■ What is required
Would you return every entry below exactly as written, without its images?

■ Data extract
*** Block opens ***
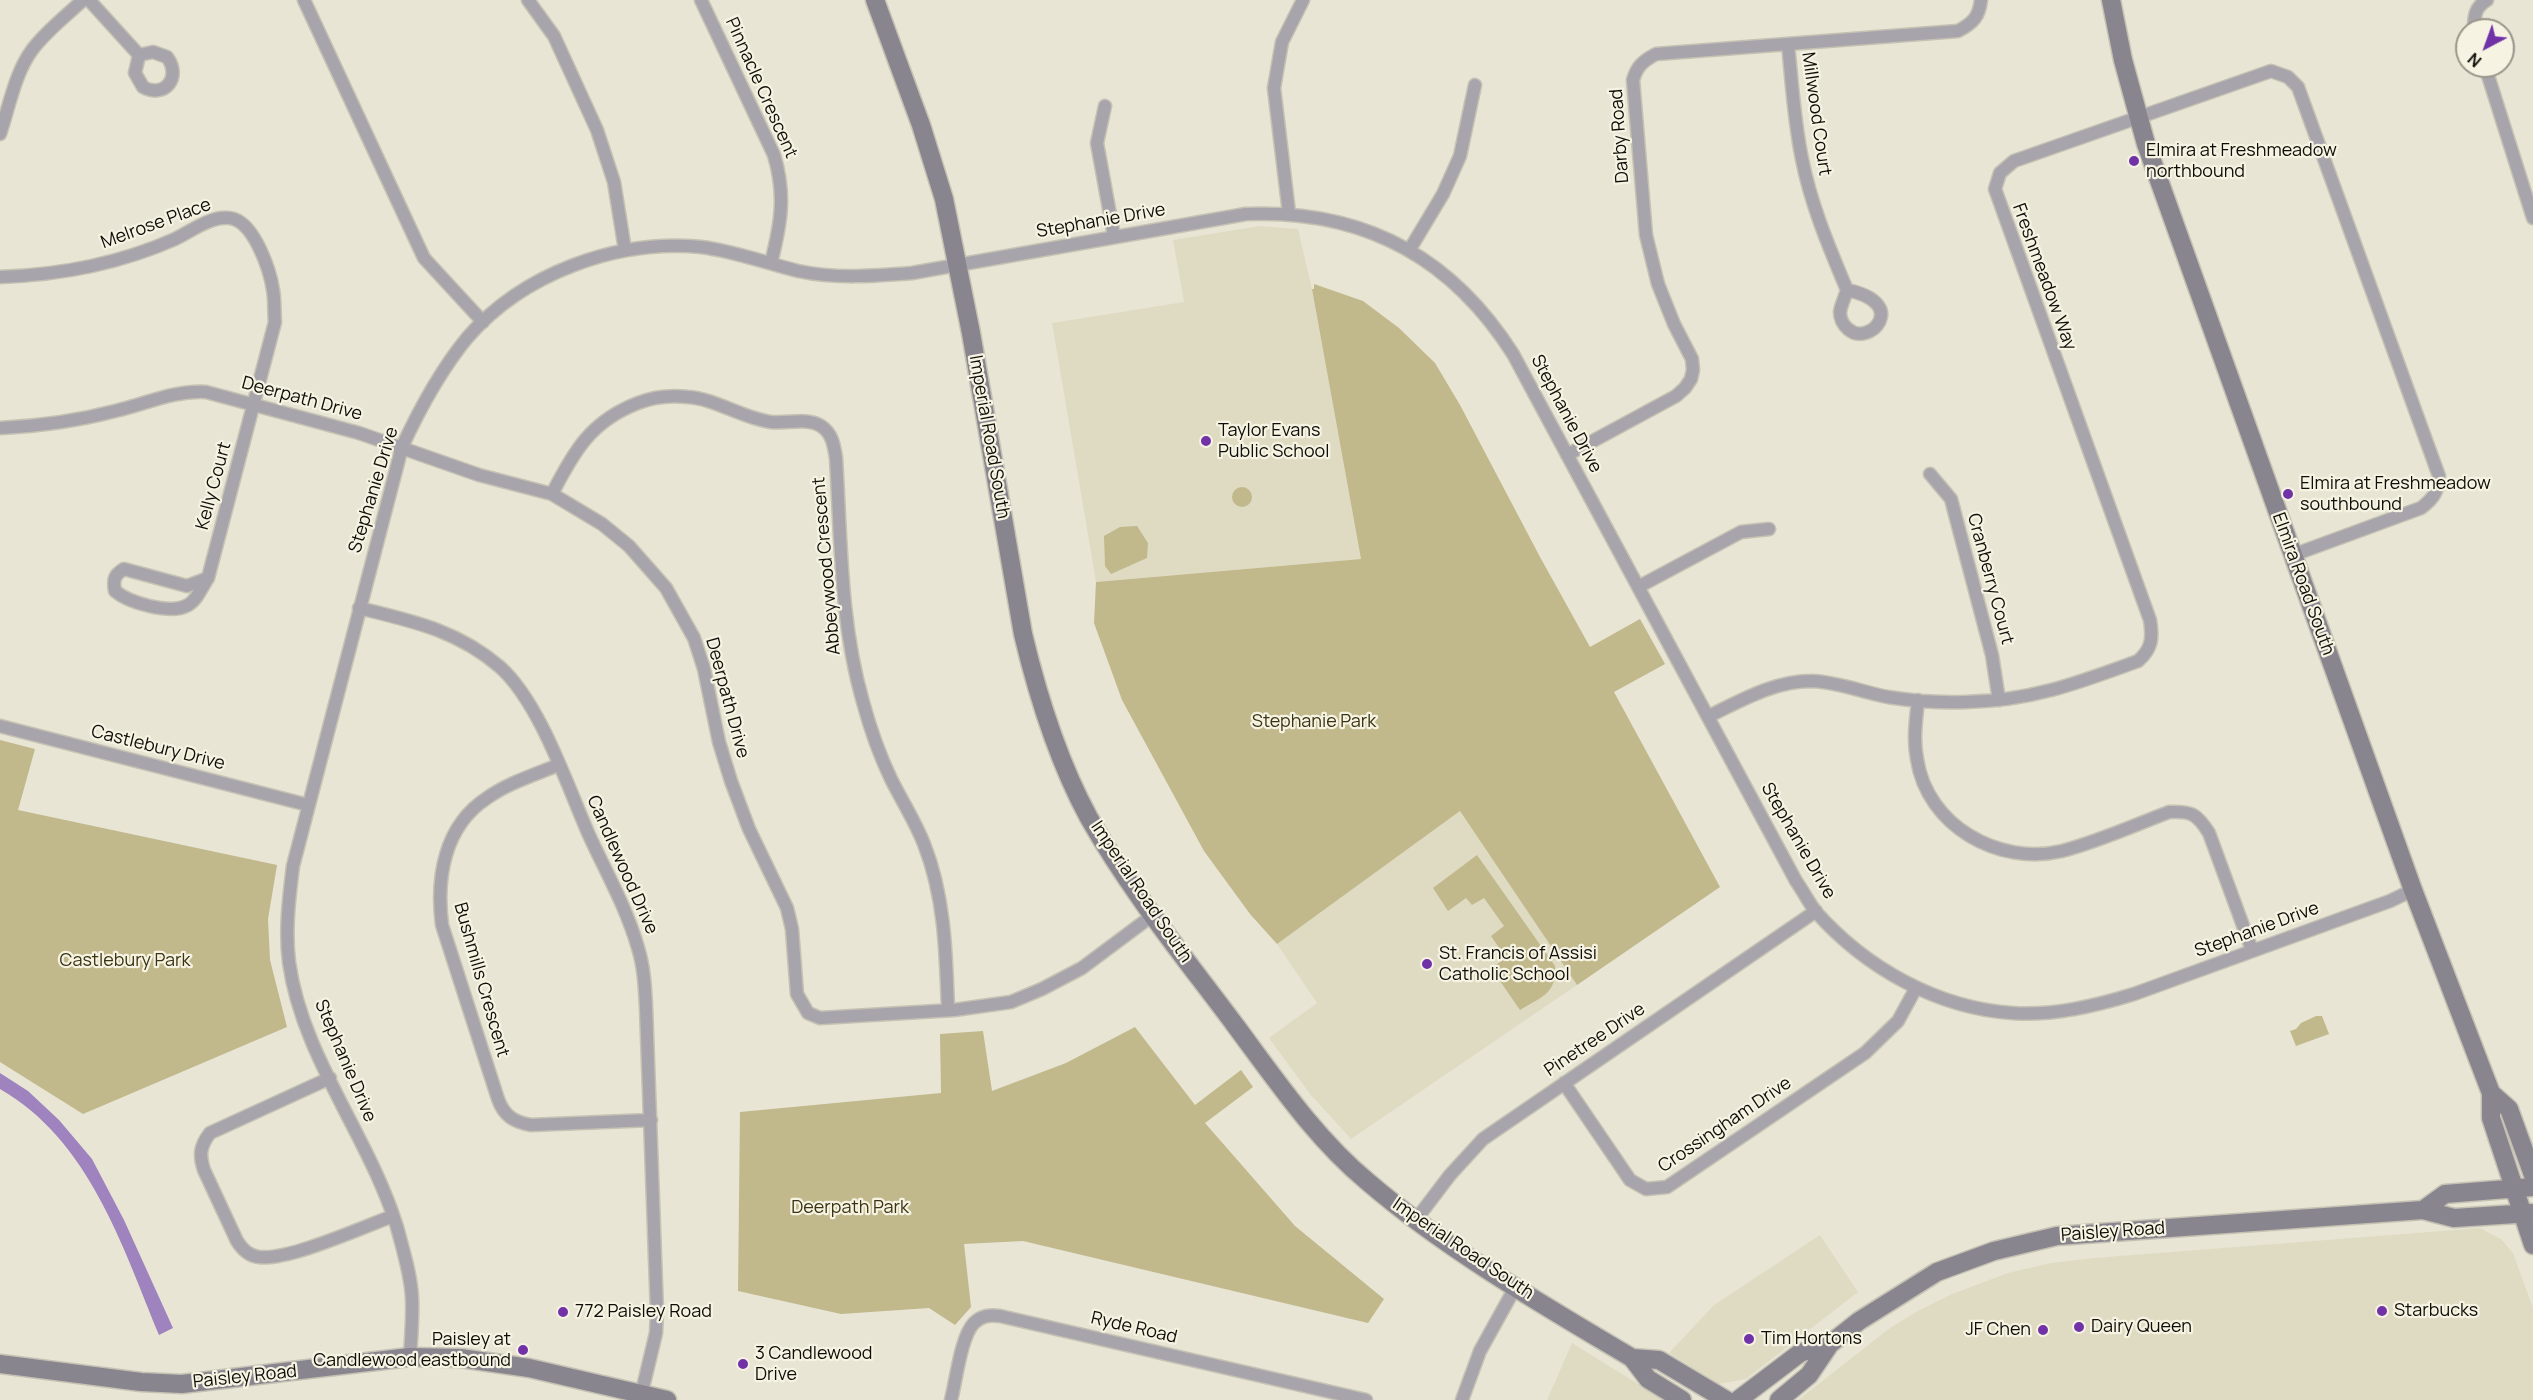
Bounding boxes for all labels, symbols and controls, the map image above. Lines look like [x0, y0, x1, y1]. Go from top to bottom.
street label: Pinnacle Crescent [720, 14, 802, 162]
north arrow [2455, 18, 2515, 78]
text: N [2463, 48, 2486, 72]
street label: Millwood Court [1797, 51, 1835, 177]
street label: Darby Road [1606, 88, 1634, 184]
place label: Elmira at Freshmeadow northbound [2146, 140, 2337, 182]
marker: Elmira at Freshmeadow northbound [2127, 154, 2141, 168]
street label: Melrose Place [98, 194, 214, 254]
street label: Stephanie Drive [1035, 199, 1167, 243]
street label: Freshmeadow Way [2007, 201, 2081, 353]
street label: Stephanie Drive [1526, 351, 1606, 477]
street label: Imperial Road South [964, 354, 1014, 520]
street label: Deerpath Drive [239, 373, 365, 425]
place label: Taylor Evans Public School [1218, 420, 1329, 462]
street label: Stephanie Drive [345, 424, 403, 556]
marker: Taylor Evans Public School [1199, 434, 1213, 448]
street label: Kelly Court [192, 440, 236, 532]
place label: Elmira at Freshmeadow southbound [2300, 473, 2491, 516]
street label: Abbeywood Crescent [808, 476, 846, 656]
marker: Elmira at Freshmeadow southbound [2281, 487, 2295, 501]
street label: Elmira Road South [2267, 510, 2339, 658]
street label: Cranberry Court [1962, 511, 2018, 647]
street label: Deerpath Drive [701, 635, 753, 761]
park label: Stephanie Park [1252, 711, 1376, 733]
street label: Castlebury Drive [89, 721, 227, 775]
street label: Stephanie Drive [1756, 779, 1840, 903]
street label: Candlewood Drive [582, 792, 662, 938]
street label: Imperial Road South [1086, 817, 1196, 967]
street label: Stephanie Drive [2192, 898, 2322, 962]
street label: Bushmills Crescent [449, 900, 513, 1060]
place label: St. Francis of Assisi Catholic School [1439, 943, 1597, 986]
park label: Castlebury Park [60, 950, 190, 972]
marker: St. Francis of Assisi Catholic School [1420, 957, 1434, 971]
street label: Stephanie Drive [310, 997, 380, 1125]
street label: Pinetree Drive [1541, 998, 1649, 1082]
street label: Crossingham Drive [1654, 1072, 1796, 1178]
street label: Imperial Road South [1388, 1194, 1538, 1304]
park label: Deerpath Park [791, 1197, 909, 1219]
street label: Paisley Road [2060, 1218, 2166, 1246]
place label: Starbucks [2394, 1300, 2478, 1322]
place label: 772 Paisley Road [575, 1301, 712, 1323]
marker: Starbucks [2375, 1304, 2389, 1318]
marker: 772 Paisley Road [556, 1305, 570, 1319]
street label: Ryde Road [1089, 1308, 1179, 1348]
place label: Dairy Queen [2091, 1316, 2192, 1338]
place label: JF Chen [1965, 1319, 2031, 1341]
marker: Dairy Queen [2072, 1320, 2086, 1334]
marker: JF Chen [2036, 1323, 2050, 1337]
place label: Tim Hortons [1761, 1328, 1862, 1350]
place label: Paisley at Candlewood eastbound [313, 1329, 511, 1372]
marker: Tim Hortons [1742, 1332, 1756, 1346]
marker: Paisley at Candlewood eastbound [516, 1343, 530, 1357]
place label: 3 Candlewood Drive [755, 1343, 873, 1386]
marker: 3 Candlewood Drive [736, 1357, 750, 1371]
street label: Paisley Road [192, 1361, 298, 1393]

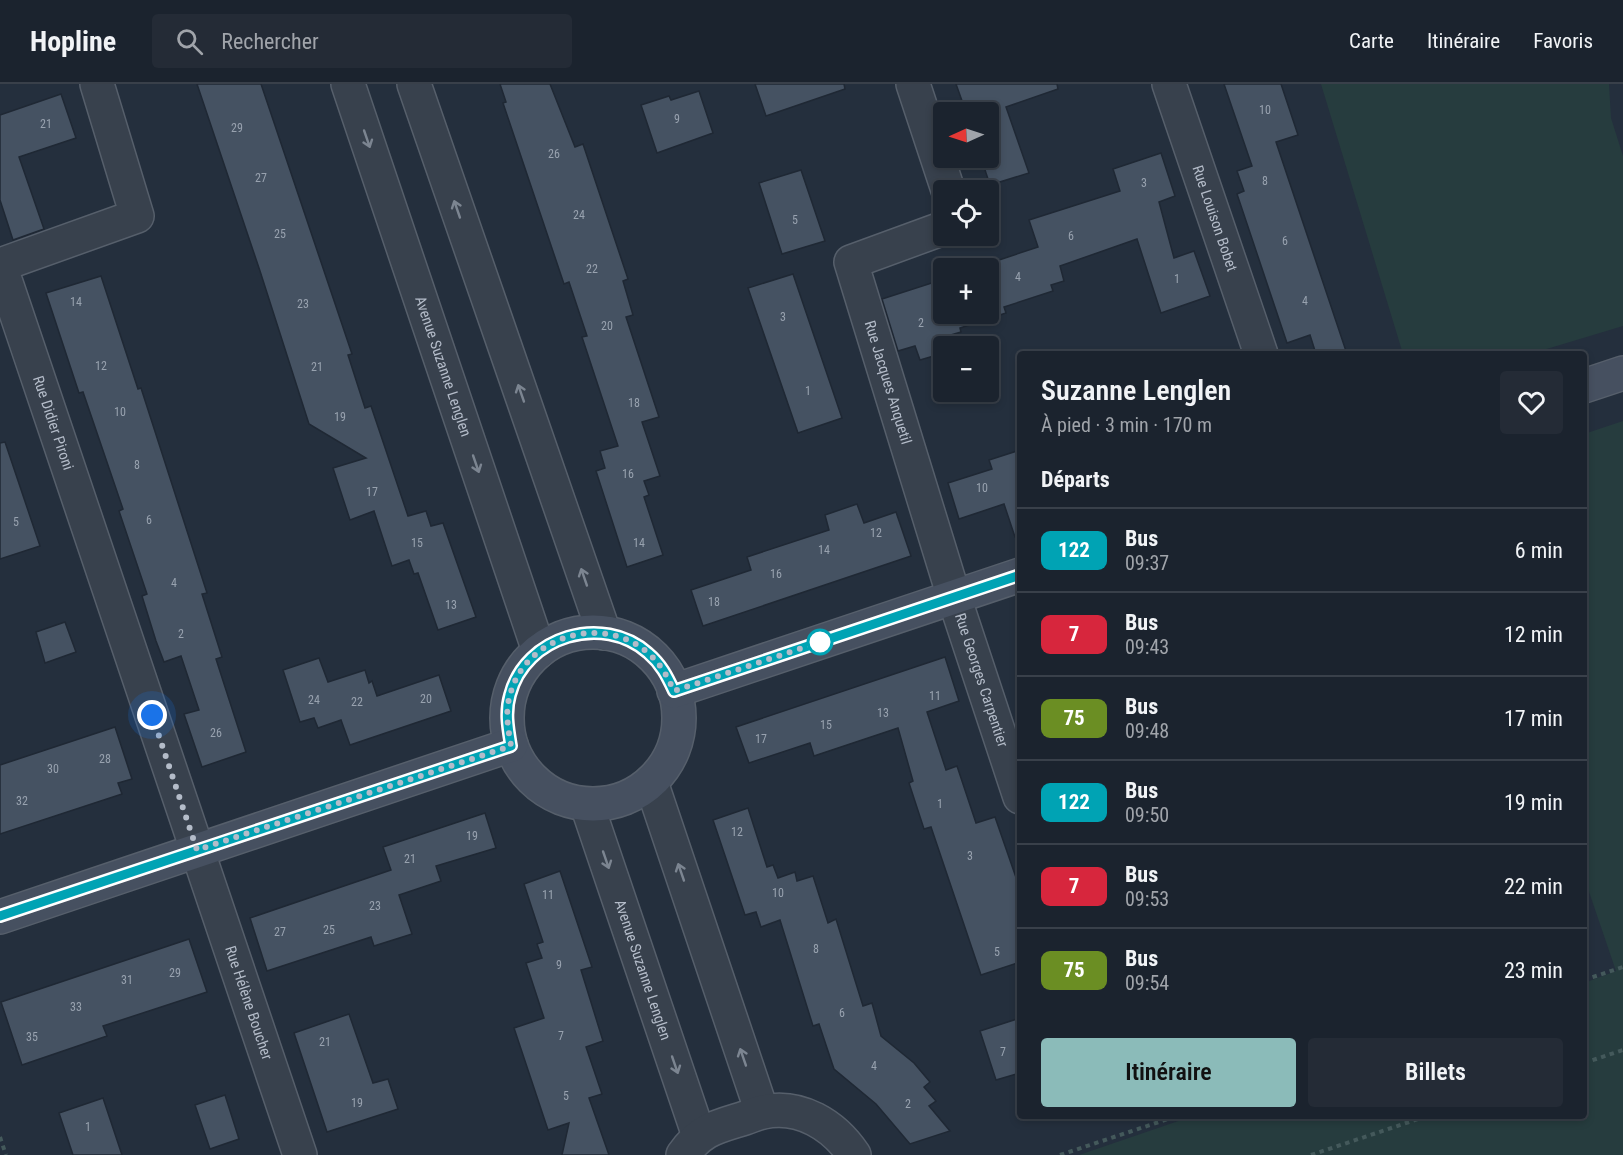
*** Block closes ***
■ Solution below
Bounding boxes for all labels, symbols and controls, the map image above. Lines look like [x0, y0, x1, y1]. Go from top to bottom.
street label: Pinnacle Crescent [720, 14, 802, 162]
north arrow [2455, 18, 2515, 78]
text: N [2463, 48, 2486, 72]
street label: Millwood Court [1797, 51, 1835, 177]
street label: Darby Road [1606, 88, 1634, 184]
place label: Elmira at Freshmeadow northbound [2146, 140, 2337, 182]
marker: Elmira at Freshmeadow northbound [2127, 154, 2141, 168]
street label: Melrose Place [98, 194, 214, 254]
street label: Stephanie Drive [1035, 199, 1167, 243]
street label: Freshmeadow Way [2007, 201, 2081, 353]
street label: Stephanie Drive [1526, 351, 1606, 477]
street label: Imperial Road South [964, 354, 1014, 520]
street label: Deerpath Drive [239, 373, 365, 425]
place label: Taylor Evans Public School [1218, 420, 1329, 462]
street label: Stephanie Drive [345, 424, 403, 556]
marker: Taylor Evans Public School [1199, 434, 1213, 448]
street label: Kelly Court [192, 440, 236, 532]
place label: Elmira at Freshmeadow southbound [2300, 473, 2491, 516]
street label: Abbeywood Crescent [808, 476, 846, 656]
marker: Elmira at Freshmeadow southbound [2281, 487, 2295, 501]
street label: Elmira Road South [2267, 510, 2339, 658]
street label: Cranberry Court [1962, 511, 2018, 647]
street label: Deerpath Drive [701, 635, 753, 761]
park label: Stephanie Park [1252, 711, 1376, 733]
street label: Castlebury Drive [89, 721, 227, 775]
street label: Stephanie Drive [1756, 779, 1840, 903]
street label: Candlewood Drive [582, 792, 662, 938]
street label: Imperial Road South [1086, 817, 1196, 967]
street label: Stephanie Drive [2192, 898, 2322, 962]
street label: Bushmills Crescent [449, 900, 513, 1060]
place label: St. Francis of Assisi Catholic School [1439, 943, 1597, 986]
park label: Castlebury Park [60, 950, 190, 972]
marker: St. Francis of Assisi Catholic School [1420, 957, 1434, 971]
street label: Stephanie Drive [310, 997, 380, 1125]
street label: Pinetree Drive [1541, 998, 1649, 1082]
street label: Crossingham Drive [1654, 1072, 1796, 1178]
street label: Imperial Road South [1388, 1194, 1538, 1304]
park label: Deerpath Park [791, 1197, 909, 1219]
street label: Paisley Road [2060, 1218, 2166, 1246]
place label: Starbucks [2394, 1300, 2478, 1322]
place label: 772 Paisley Road [575, 1301, 712, 1323]
marker: Starbucks [2375, 1304, 2389, 1318]
marker: 772 Paisley Road [556, 1305, 570, 1319]
street label: Ryde Road [1089, 1308, 1179, 1348]
place label: Dairy Queen [2091, 1316, 2192, 1338]
place label: JF Chen [1965, 1319, 2031, 1341]
marker: Dairy Queen [2072, 1320, 2086, 1334]
marker: JF Chen [2036, 1323, 2050, 1337]
place label: Tim Hortons [1761, 1328, 1862, 1350]
place label: Paisley at Candlewood eastbound [313, 1329, 511, 1372]
marker: Tim Hortons [1742, 1332, 1756, 1346]
marker: Paisley at Candlewood eastbound [516, 1343, 530, 1357]
place label: 3 Candlewood Drive [755, 1343, 873, 1386]
marker: 3 Candlewood Drive [736, 1357, 750, 1371]
street label: Paisley Road [192, 1361, 298, 1393]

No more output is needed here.